Reisen in Zeiten von COVID19
Ich kann mich gar nicht daran erinnern, dass es den Coronavirus schon gab, als ich Deutschland verlassen habe. Vielleicht, wahrscheinlich, und wenn, ist es nicht in meinem Gedächtnis geblieben. Aber ich erinnere mich, dass wir irgendwann in Kolumbien davon hörten und uns ein bisschen darüber lustig machten. Ein Kumpel meiner Cousine schickte uns fast täglich News über WhatsApp darüber, wie schlimm es sei und wir doch lieber Ameisenforscher im Dschungel werden sollten. 2 Monate später ist tatsächlich das eingetroffen, was er schon im Januar vorhergesagt hat. Die Menschen geraten in Panik, es werden Ausgangssperren verhängt, die Wirtschaft bricht zusammen und Grenzen schließen. Im Moment sitze ich in Nicaragua, bin erst seit 3 Tagen hier und fühle mich wie eine Maus in der Falle, deren Schließmechanismus etwas klemmt. Ich knabbere am Käse und beobachte die Metallstange über mir, aber ich weiß nicht ob die Falle schließt und wenn ja, wie schlimm es werden wird.
Ich komme aus Costa Rica, welches mittlerweile die Grenzen geschlossen hat und möchte im Anschluss an Nicaragua nach Guatemala. Die haben zwar ebenfalls ihre Grenzen (für den Moment) geschlossen, aber soweit ich mitbekommen habe, nur für Einreisende aus Europa. Also besteht vielleicht noch die Chance, dass ich weiterreisen kann, denn ich möchte ungern meinen Trip abbrechen. Schließlich handelt es sich um eine Once-in-a-lifetime-Journey. Wenn ich jetzt nach Hause fliege, war es das. Und wofür? Damit ich Zuhause eingesperrt bin? Ein Zuhause, das ich gar nicht habe? Schließlich habe ich nicht nur meinen Job, sondern auch meine Wohnung gekündigt. Ist es da nicht sinnvoller, sich hier ein ruhiges und abgelegenes Fleckchen zu suchen und auszuharren? Nicaragua ist super günstig. Wenn ich mit einem Hostel gute Konditionen aushandle, kann ich hier mit 15$ bis 20$ am Tag nicht nur überleben.
Heute morgen habe ich mit meiner Mutter telefoniert, die als Hygienefachbeauftragte im regen Austausch mit den entsprechenden Behörden ist. Sie hat mir Mut gemacht und gesagt, dass ich ruhig weiterreisen kann. In Nicaragua gab es bisher auch noch keine Coronavirus-/COVID19-Fälle. Schlimmer als der Coronavirus selber sind die Menschen die in Panik geraten und Hamsterkäufe machen.

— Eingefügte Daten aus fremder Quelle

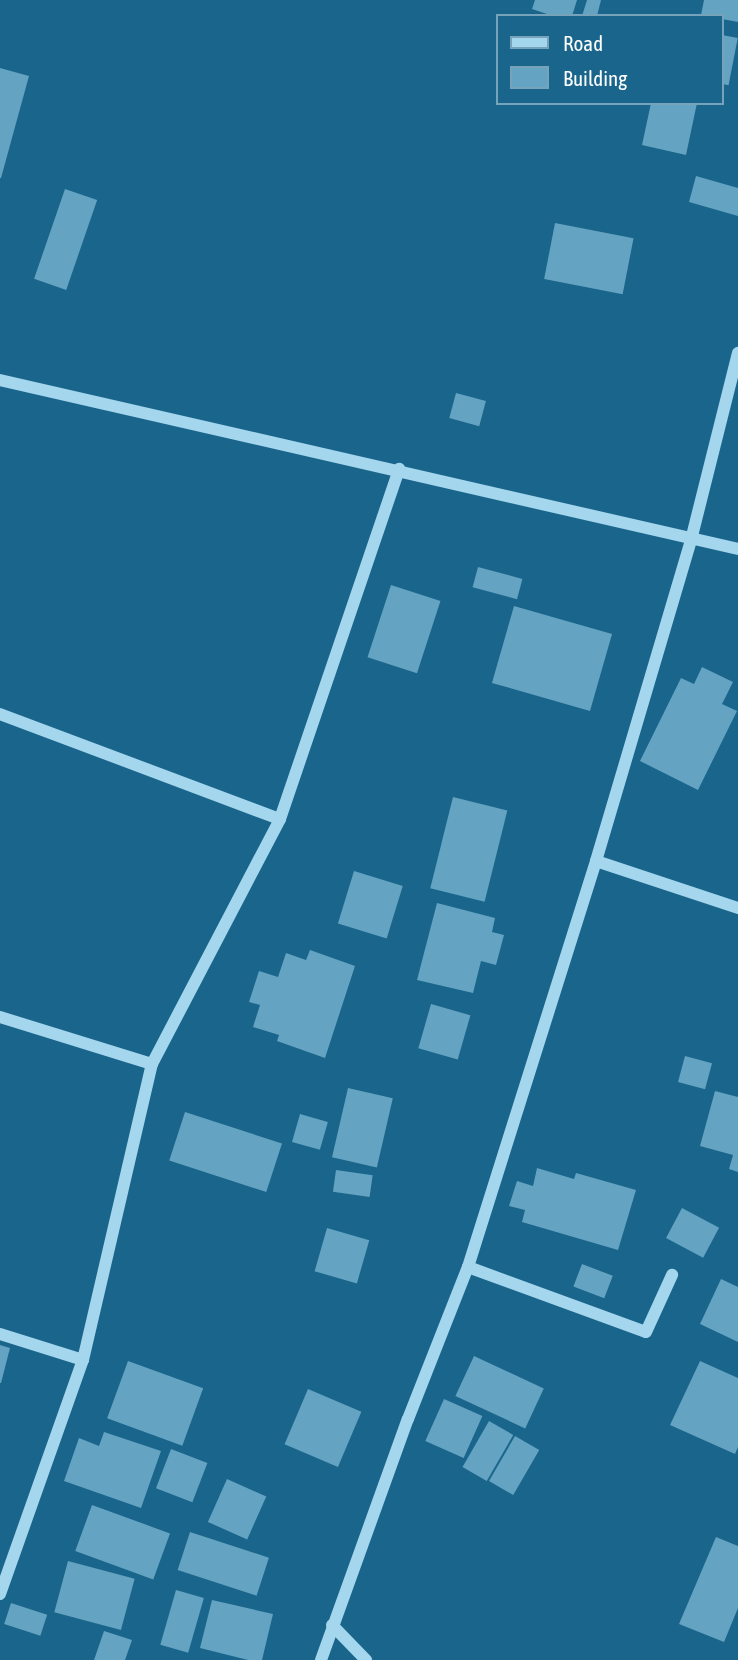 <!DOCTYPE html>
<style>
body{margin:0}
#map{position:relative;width:738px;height:1660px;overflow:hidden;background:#1a658b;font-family:"Asap Condensed",sans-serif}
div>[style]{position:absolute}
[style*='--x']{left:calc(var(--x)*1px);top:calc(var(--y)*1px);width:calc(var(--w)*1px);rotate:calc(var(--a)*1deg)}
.building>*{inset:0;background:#64a3c1;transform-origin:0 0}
.minor>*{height:12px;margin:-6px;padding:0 6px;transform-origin:6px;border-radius:6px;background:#a4d6ed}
span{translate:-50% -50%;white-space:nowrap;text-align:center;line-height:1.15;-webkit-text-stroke:7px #1a658b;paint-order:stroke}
.legend{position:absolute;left:496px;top:14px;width:228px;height:91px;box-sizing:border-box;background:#1a658b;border:2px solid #76a3b9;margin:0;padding:9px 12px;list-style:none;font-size:21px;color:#fff}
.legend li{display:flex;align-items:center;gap:14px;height:35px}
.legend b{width:35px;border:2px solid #76a3b9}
</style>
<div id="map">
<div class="building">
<div style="clip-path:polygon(535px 0,577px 0,572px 16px,553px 16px,532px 9px)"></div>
<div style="clip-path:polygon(587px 0,601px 0,597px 16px,582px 16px)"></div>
<div style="clip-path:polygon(704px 0,738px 0,738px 22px,722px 19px,722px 16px,701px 15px)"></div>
<div style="left:722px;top:35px;width:16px;height:48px;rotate:11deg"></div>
<div style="clip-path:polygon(0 68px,29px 76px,1px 178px,0 178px)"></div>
<div style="clip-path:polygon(651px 103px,697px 103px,686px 155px,642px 145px)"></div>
<div style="clip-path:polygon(696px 176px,738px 188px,738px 216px,689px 202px)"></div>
<div style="left:65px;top:189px;width:34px;height:95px;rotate:19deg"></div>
<div style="left:555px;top:223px;width:80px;height:57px;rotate:11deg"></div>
<div style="left:456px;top:393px;width:31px;height:26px;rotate:15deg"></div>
<div style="left:478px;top:567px;width:46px;height:21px;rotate:15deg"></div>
<div style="left:391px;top:585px;width:52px;height:76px;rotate:18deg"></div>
<div style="left:514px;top:606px;width:102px;height:80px;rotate:16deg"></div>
<div style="clip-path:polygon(702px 667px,733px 682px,722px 704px,737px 711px,698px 790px,640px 761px,681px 678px,694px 684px)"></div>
<div style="left:453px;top:797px;width:56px;height:94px;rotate:14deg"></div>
<div style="left:354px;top:871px;width:51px;height:55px;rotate:17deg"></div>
<div style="clip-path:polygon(437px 903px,495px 918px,492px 932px,504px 935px,496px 965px,481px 961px,473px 993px,417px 980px)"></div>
<div style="clip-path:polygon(310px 950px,355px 966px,325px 1058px,277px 1041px,279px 1035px,253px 1027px,260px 1005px,249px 1002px,259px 971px,278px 977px,286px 953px,306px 960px)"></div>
<div style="left:431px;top:1004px;width:41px;height:46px;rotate:16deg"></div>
<div style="left:685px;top:1056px;width:28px;height:27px;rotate:15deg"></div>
<div style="left:348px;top:1088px;width:46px;height:71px;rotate:13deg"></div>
<div style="clip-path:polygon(715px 1091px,738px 1097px,738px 1172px,729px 1169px,733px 1155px,700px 1146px)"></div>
<div style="left:185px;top:1112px;width:102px;height:51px;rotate:18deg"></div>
<div style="left:300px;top:1114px;width:29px;height:29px;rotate:16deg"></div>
<div style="clip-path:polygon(537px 1168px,574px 1179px,576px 1173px,636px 1190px,618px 1250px,522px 1222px,525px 1210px,509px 1206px,517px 1181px,533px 1186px)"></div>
<div style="left:336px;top:1170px;width:37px;height:22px;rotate:8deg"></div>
<div style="left:682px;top:1208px;width:42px;height:34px;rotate:28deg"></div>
<div style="left:327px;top:1228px;width:44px;height:45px;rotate:16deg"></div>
<div style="left:582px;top:1264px;width:33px;height:24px;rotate:21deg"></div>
<div style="clip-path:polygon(721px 1279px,738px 1287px,738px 1342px,700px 1324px)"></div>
<div style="clip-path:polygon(0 1345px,10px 1348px,1px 1383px,0 1383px)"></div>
<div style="left:474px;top:1356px;width:77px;height:44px;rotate:25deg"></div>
<div style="left:128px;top:1361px;width:80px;height:61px;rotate:20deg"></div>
<div style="clip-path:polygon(700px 1361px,738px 1378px,738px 1447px,735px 1454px,670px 1425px)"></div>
<div style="left:308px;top:1389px;width:58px;height:60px;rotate:23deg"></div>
<div style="left:444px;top:1399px;width:42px;height:46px;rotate:24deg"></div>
<div style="left:489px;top:1421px;width:28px;height:53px;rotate:30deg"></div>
<div style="clip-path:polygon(104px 1432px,161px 1451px,141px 1508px,64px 1481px,79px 1438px,99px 1446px)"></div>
<div style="left:515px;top:1436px;width:28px;height:52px;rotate:30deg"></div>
<div style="left:171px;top:1449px;width:39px;height:42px;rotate:21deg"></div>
<div style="left:227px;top:1479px;width:43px;height:47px;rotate:24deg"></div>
<div style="left:92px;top:1505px;width:83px;height:49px;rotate:20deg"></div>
<div style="left:190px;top:1532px;width:83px;height:40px;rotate:18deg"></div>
<div style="clip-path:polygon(716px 1537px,738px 1546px,738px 1608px,724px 1642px,679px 1624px)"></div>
<div style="left:68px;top:1561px;width:69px;height:53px;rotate:15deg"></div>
<div style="left:176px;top:1590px;width:29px;height:57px;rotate:16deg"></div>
<div style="clip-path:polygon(212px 1600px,273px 1614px,262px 1660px,248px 1660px,200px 1648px)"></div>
<div style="left:11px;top:1603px;width:38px;height:22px;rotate:18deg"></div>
<div style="clip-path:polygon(104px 1631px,132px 1640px,125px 1660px,94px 1660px)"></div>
</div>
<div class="minor">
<div style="--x:0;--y:380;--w:757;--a:12.9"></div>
<div style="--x:0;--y:714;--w:299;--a:20.6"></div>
<div style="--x:596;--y:861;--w:150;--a:18.3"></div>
<div style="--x:0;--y:1017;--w:159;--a:17.2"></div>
<div style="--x:468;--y:1267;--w:189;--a:20.1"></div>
<div style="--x:646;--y:1332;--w:63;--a:-65.5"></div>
<div style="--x:0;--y:1334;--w:87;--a:17.4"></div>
<div style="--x:0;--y:1594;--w:248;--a:-70.5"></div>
<div style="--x:83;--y:1360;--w:304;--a:-76.9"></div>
<div style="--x:152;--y:1064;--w:276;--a:-62.4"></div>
<div style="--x:280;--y:819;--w:370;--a:-71.2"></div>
<div style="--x:332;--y:1625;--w:49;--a:45.8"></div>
<div style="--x:321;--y:1660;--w:256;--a:-70.2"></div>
<div style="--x:408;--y:1419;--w:163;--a:-68.5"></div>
<div style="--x:468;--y:1267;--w:426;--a:-72.5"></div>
<div style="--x:596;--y:861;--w:335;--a:-73.5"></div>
<div style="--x:691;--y:540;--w:193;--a:-75.9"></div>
</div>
<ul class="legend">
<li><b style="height:9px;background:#a4d6ed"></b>Road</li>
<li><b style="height:19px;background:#64a3c1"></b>Building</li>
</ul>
</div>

Die letzten Tage habe ich mich viel mit anderen Reisenden unterhalten. Alle sind im Moment verunsichert. Sollen sie nach Hause fliegen oder ebenfalls ausharren? Die Flüge sind im Moment richtig teuer, da überlegt man eben nicht nur zwei Mal, ob man wirklich Heim fliegt. Die Grenzen rund um Nicaragua sind zu und von meinem Hostel habe ich gehört, dass die Grenzen von Nicaragua ebenfalls seit heute zu sind. Was irgendwie ein Witz ist, da der Präsident gleichzeitig Massenveranstaltungen organisiert mit dem Titel „Liebe in Zeiten von COVID“. In einigen Ländern sind die Grenzen auch nur 15 Tage geschlossen. Natürlich ist das alles vorläufig und kann immer verlängert werden, doch ich möchte mich nicht verrückt machen lassen. Vielleicht suche ich mir ein nettes Hostel in dem ich volunteeren kann, wenn ich nicht ausreisen kann. Diese Idee finde ich immer noch angenehmer, als nach Hause zu fliegen, wo ich nicht mal aufs Klo kann, weil es kein Klopapier mehr gibt.
Ein mulmiges Gefühl bleibt trotzdem, auch wenn ich mir selber immer wieder Mut zuspreche, schließlich handelt es sich nicht um eine Zombieapokalypse. Und wenn, wären immerhin die Grenzen wieder offen, da es keine Grenzen mehr geben würde, bzw. Menschen die diese bewachen.